• **Problem details**: Work out how many lines in the listing below include the word "lineJoin". Give nothing but the number.

• **Excerpted data**:
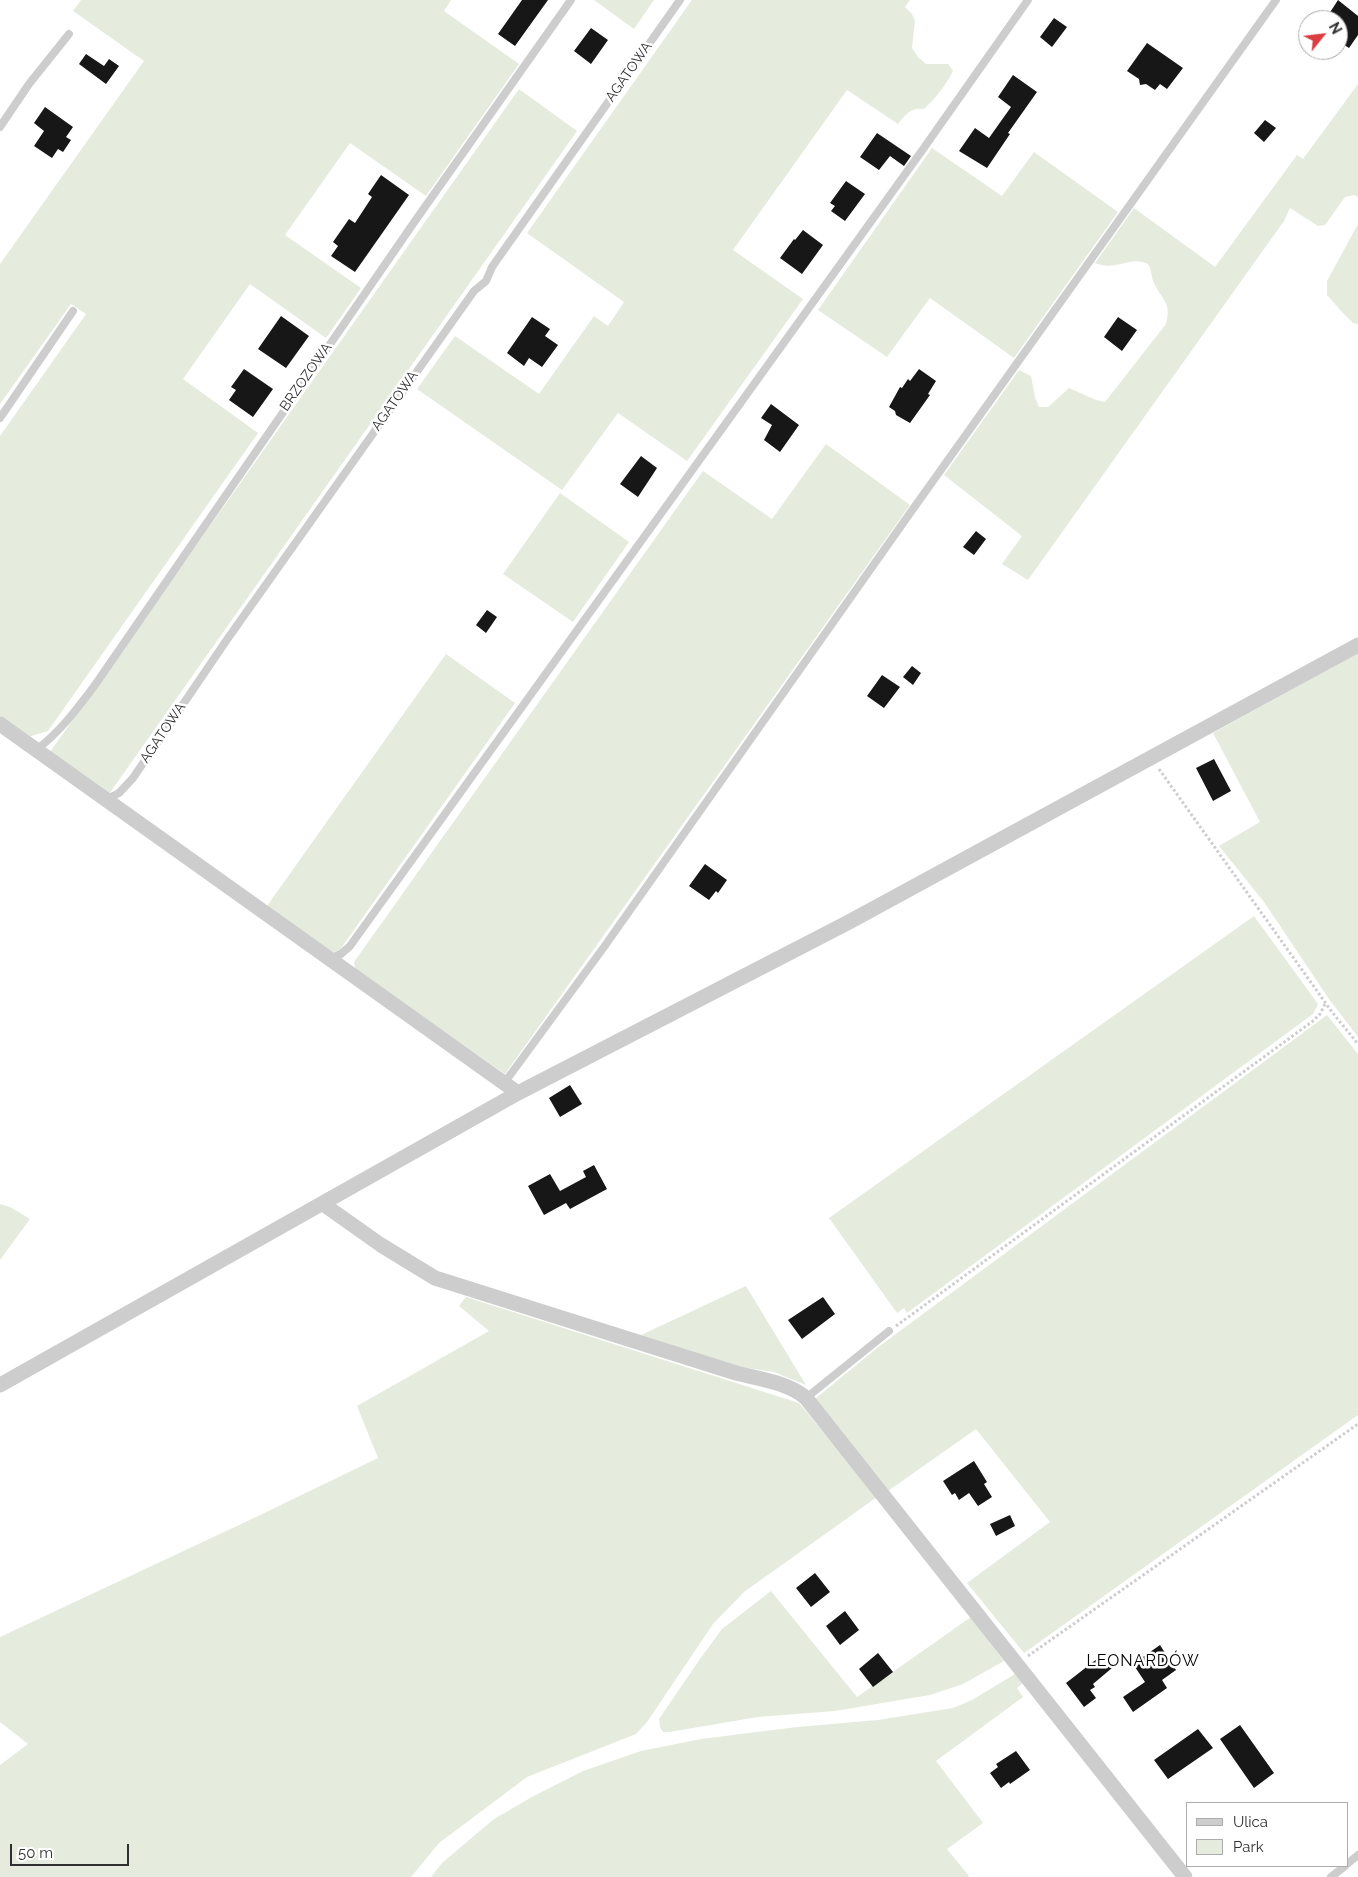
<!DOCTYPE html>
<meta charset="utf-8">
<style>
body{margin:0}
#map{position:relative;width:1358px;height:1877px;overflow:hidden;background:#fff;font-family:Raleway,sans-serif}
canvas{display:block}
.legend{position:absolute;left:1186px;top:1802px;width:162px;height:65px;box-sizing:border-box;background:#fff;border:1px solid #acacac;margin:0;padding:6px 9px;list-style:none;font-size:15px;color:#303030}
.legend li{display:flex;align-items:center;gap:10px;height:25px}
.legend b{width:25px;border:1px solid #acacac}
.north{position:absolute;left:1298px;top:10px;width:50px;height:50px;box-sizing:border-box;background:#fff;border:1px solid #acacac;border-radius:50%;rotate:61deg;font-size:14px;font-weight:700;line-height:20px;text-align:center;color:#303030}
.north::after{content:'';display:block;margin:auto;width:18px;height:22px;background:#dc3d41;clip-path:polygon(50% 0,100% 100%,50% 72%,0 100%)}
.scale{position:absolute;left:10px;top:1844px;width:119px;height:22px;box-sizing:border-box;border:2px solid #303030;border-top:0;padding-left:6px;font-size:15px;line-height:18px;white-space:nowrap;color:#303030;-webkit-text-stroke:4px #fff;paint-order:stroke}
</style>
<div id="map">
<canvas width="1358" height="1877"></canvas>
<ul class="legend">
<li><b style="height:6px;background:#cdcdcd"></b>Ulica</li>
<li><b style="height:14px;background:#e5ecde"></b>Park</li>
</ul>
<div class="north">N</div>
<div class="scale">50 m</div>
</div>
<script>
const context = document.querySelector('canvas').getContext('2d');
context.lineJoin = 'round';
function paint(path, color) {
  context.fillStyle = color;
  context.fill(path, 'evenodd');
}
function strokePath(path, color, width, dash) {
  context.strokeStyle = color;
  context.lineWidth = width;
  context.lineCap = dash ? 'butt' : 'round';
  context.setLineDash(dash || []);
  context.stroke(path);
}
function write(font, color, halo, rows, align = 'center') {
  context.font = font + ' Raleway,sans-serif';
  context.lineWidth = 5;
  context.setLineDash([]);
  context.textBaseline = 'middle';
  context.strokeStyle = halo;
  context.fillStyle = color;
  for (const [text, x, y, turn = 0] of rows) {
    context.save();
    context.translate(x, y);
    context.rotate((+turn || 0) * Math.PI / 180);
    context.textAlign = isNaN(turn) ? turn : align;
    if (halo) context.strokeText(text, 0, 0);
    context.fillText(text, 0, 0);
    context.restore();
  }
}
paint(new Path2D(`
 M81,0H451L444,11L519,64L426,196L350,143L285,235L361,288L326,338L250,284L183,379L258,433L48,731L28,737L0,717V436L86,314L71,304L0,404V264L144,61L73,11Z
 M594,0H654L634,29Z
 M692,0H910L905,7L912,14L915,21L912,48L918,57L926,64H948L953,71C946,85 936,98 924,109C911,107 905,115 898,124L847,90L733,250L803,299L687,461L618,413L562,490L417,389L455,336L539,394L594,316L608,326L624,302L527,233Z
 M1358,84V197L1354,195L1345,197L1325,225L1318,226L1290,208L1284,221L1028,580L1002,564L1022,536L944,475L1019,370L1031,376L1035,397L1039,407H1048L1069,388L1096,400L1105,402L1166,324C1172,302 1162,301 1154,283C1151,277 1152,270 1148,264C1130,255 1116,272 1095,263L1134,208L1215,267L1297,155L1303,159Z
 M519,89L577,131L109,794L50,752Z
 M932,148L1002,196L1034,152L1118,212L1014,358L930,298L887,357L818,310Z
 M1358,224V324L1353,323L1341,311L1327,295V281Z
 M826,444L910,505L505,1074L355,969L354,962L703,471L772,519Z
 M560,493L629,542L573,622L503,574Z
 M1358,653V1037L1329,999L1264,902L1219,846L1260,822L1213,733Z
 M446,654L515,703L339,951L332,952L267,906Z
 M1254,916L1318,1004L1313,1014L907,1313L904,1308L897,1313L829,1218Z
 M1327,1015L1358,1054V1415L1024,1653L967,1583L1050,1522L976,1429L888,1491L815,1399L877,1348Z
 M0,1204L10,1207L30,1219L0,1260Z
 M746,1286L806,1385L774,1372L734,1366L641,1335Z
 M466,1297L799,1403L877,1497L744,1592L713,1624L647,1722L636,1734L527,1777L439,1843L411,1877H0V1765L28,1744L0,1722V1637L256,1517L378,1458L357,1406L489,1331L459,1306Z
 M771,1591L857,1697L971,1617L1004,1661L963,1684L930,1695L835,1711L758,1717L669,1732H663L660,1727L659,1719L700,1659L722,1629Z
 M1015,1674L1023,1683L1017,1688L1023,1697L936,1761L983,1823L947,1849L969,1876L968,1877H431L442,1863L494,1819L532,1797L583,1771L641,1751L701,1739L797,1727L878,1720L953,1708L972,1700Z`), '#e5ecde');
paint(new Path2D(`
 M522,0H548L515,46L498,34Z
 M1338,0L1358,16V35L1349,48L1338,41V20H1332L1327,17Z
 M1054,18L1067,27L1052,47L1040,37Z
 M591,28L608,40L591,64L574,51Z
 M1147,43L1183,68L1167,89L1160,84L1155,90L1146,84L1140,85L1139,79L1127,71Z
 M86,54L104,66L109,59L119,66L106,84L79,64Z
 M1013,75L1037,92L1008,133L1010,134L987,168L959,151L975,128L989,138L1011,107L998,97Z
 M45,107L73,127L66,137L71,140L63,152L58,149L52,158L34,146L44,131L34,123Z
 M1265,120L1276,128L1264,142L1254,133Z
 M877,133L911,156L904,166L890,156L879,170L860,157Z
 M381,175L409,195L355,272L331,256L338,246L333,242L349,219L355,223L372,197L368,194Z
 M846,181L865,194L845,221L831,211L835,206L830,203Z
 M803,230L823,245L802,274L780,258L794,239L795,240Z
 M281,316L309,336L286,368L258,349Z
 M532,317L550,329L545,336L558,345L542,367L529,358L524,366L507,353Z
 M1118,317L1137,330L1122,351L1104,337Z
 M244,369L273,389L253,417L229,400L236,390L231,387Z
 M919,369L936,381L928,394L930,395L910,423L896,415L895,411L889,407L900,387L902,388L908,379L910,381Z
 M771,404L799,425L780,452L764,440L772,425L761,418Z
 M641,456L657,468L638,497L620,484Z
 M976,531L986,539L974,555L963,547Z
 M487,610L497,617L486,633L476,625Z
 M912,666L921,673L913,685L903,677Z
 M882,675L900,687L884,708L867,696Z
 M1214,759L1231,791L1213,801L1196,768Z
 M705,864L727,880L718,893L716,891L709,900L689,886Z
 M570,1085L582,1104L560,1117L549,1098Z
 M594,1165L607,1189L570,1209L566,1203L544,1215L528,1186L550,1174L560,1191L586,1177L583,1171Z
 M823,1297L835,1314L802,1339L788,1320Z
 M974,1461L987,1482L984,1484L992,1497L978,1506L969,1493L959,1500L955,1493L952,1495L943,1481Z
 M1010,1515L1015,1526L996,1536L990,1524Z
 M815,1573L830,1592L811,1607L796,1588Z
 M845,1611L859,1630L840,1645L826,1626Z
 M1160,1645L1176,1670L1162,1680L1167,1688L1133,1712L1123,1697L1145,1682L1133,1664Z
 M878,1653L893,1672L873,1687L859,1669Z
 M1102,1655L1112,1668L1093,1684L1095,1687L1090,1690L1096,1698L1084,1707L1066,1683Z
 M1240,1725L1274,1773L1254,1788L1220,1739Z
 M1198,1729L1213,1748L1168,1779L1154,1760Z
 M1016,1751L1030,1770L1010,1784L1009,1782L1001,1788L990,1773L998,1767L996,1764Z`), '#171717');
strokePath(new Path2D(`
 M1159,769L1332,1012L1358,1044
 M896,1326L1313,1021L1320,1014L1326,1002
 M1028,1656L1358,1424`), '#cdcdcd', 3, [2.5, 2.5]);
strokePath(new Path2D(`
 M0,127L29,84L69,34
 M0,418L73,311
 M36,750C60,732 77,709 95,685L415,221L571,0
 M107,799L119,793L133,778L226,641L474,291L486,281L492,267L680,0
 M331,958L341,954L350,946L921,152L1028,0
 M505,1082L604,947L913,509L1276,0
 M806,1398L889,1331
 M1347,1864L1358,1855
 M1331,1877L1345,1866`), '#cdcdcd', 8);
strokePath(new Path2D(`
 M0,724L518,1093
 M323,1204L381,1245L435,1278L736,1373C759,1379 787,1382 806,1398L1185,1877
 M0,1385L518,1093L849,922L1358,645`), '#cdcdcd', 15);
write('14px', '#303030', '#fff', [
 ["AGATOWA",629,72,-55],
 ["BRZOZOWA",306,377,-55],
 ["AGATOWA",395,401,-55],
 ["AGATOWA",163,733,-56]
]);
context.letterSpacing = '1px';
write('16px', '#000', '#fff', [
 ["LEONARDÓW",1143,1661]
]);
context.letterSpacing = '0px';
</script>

...

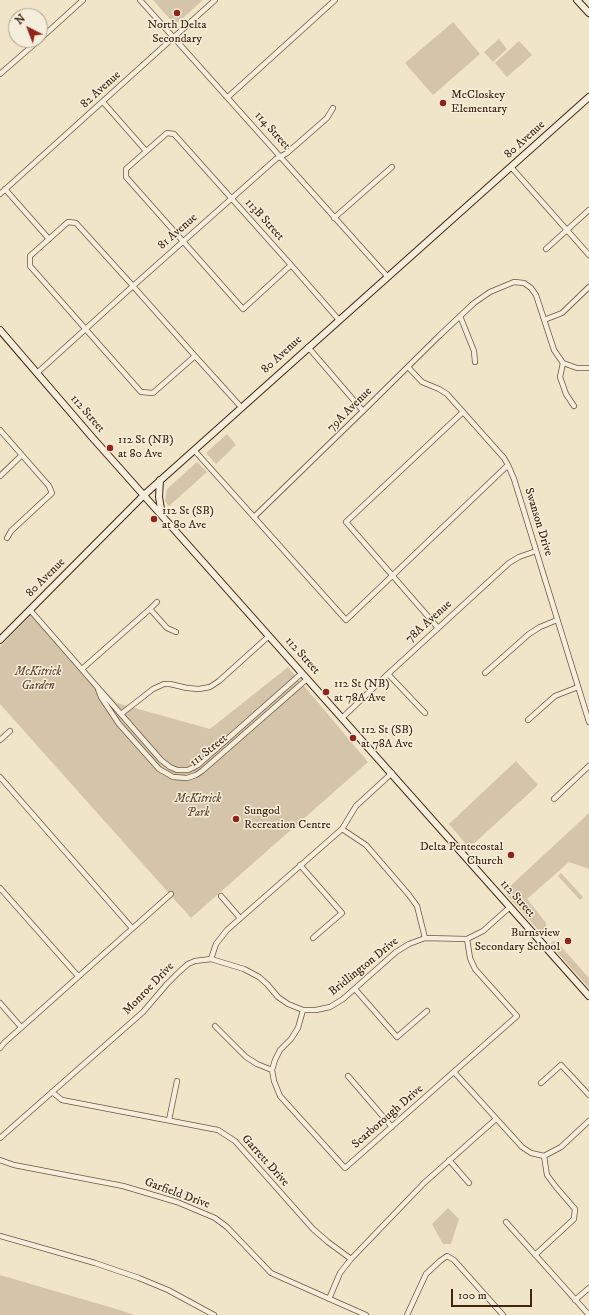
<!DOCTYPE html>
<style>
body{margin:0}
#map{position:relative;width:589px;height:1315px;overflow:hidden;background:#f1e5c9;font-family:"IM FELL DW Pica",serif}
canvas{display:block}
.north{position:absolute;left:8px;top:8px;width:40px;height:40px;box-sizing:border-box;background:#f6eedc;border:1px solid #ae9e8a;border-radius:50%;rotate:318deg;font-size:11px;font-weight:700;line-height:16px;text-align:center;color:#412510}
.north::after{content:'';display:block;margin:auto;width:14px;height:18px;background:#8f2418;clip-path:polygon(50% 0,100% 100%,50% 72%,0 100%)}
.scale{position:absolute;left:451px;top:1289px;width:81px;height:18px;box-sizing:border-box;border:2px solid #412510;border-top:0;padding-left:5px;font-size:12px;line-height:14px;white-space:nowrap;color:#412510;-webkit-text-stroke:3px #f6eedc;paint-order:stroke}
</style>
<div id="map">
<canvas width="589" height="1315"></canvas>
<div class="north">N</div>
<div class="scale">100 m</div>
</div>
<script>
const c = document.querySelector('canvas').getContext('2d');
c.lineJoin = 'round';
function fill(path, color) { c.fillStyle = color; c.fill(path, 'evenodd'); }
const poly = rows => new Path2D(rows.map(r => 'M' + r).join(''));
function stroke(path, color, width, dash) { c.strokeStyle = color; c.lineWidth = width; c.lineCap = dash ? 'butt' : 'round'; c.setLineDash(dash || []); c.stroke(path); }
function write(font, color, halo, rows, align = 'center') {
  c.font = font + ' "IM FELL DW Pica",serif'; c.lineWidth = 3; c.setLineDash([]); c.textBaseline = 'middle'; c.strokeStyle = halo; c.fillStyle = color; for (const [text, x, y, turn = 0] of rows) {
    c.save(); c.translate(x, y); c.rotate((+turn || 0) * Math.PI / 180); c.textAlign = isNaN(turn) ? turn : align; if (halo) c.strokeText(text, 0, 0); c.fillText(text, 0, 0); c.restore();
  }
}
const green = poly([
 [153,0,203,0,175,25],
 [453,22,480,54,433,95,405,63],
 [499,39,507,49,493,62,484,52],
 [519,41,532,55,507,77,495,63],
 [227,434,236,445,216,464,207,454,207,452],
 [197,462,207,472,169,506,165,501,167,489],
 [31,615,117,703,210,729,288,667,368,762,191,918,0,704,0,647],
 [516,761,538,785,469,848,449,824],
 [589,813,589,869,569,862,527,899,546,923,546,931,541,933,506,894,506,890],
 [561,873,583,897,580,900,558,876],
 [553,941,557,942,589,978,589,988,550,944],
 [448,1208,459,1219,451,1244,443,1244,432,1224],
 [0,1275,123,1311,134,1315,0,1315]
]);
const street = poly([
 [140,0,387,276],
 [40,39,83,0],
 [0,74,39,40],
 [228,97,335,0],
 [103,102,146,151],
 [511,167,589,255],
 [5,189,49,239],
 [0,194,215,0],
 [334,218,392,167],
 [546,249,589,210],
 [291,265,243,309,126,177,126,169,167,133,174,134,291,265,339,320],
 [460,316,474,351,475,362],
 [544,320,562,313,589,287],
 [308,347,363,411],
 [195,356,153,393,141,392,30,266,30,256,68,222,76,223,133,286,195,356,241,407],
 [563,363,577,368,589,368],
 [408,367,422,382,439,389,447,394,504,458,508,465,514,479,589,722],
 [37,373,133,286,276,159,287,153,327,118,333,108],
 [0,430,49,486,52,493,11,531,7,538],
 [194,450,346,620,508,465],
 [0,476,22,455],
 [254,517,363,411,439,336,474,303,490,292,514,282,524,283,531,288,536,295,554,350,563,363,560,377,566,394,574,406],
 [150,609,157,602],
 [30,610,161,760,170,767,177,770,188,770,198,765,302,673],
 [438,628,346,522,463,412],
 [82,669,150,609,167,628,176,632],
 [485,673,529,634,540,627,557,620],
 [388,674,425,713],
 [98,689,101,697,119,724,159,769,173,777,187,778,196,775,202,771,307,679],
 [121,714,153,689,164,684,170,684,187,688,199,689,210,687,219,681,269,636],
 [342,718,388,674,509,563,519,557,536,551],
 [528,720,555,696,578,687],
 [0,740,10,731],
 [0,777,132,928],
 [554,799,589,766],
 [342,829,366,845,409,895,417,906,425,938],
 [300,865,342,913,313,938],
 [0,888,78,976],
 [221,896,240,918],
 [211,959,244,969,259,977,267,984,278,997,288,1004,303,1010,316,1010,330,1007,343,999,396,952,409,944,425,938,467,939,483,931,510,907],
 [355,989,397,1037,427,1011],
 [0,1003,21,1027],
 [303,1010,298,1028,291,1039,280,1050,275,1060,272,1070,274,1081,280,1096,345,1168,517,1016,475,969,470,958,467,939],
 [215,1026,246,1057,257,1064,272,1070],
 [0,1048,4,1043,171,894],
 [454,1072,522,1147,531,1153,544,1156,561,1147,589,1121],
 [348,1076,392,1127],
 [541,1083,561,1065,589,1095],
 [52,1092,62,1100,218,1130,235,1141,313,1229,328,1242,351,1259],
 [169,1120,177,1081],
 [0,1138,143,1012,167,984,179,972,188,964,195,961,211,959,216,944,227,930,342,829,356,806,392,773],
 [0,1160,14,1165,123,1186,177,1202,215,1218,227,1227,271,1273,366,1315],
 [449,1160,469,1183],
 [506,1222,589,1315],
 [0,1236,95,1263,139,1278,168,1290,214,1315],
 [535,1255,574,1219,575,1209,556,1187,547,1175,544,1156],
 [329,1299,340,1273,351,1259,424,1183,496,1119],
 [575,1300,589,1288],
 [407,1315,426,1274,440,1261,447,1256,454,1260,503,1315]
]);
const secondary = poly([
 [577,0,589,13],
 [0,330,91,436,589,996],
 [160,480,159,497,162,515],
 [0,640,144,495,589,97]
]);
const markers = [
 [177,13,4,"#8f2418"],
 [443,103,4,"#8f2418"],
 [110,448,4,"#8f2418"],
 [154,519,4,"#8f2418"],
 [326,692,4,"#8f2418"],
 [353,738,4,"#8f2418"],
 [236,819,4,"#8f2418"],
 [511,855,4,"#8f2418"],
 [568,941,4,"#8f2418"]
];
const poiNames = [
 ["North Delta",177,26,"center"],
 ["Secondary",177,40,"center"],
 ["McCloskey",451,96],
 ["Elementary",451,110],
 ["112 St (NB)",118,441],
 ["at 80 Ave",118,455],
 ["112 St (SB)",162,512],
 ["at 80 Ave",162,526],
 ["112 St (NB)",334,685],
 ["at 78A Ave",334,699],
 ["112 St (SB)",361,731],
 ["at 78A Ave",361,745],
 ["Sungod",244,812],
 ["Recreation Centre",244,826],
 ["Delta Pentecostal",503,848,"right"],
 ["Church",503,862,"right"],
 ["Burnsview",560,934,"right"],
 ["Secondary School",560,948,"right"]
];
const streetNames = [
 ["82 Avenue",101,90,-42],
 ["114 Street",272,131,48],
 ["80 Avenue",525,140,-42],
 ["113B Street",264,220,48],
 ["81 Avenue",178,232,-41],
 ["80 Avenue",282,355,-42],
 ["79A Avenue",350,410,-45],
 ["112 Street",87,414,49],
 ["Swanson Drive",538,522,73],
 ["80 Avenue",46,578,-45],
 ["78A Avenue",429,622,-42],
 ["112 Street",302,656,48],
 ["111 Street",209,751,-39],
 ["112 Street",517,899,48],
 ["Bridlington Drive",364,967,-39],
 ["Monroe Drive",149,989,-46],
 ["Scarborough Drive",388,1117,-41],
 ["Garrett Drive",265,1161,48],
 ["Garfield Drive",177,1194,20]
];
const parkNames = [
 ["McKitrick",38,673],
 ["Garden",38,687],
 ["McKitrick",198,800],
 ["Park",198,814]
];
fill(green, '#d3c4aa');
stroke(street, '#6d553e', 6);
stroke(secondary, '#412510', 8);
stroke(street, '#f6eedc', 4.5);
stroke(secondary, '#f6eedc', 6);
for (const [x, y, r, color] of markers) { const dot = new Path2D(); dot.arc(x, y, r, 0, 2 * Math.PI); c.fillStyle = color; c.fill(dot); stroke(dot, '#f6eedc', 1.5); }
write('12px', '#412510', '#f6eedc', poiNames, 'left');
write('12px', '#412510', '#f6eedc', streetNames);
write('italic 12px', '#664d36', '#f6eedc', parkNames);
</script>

• **Result of this exercise**: 2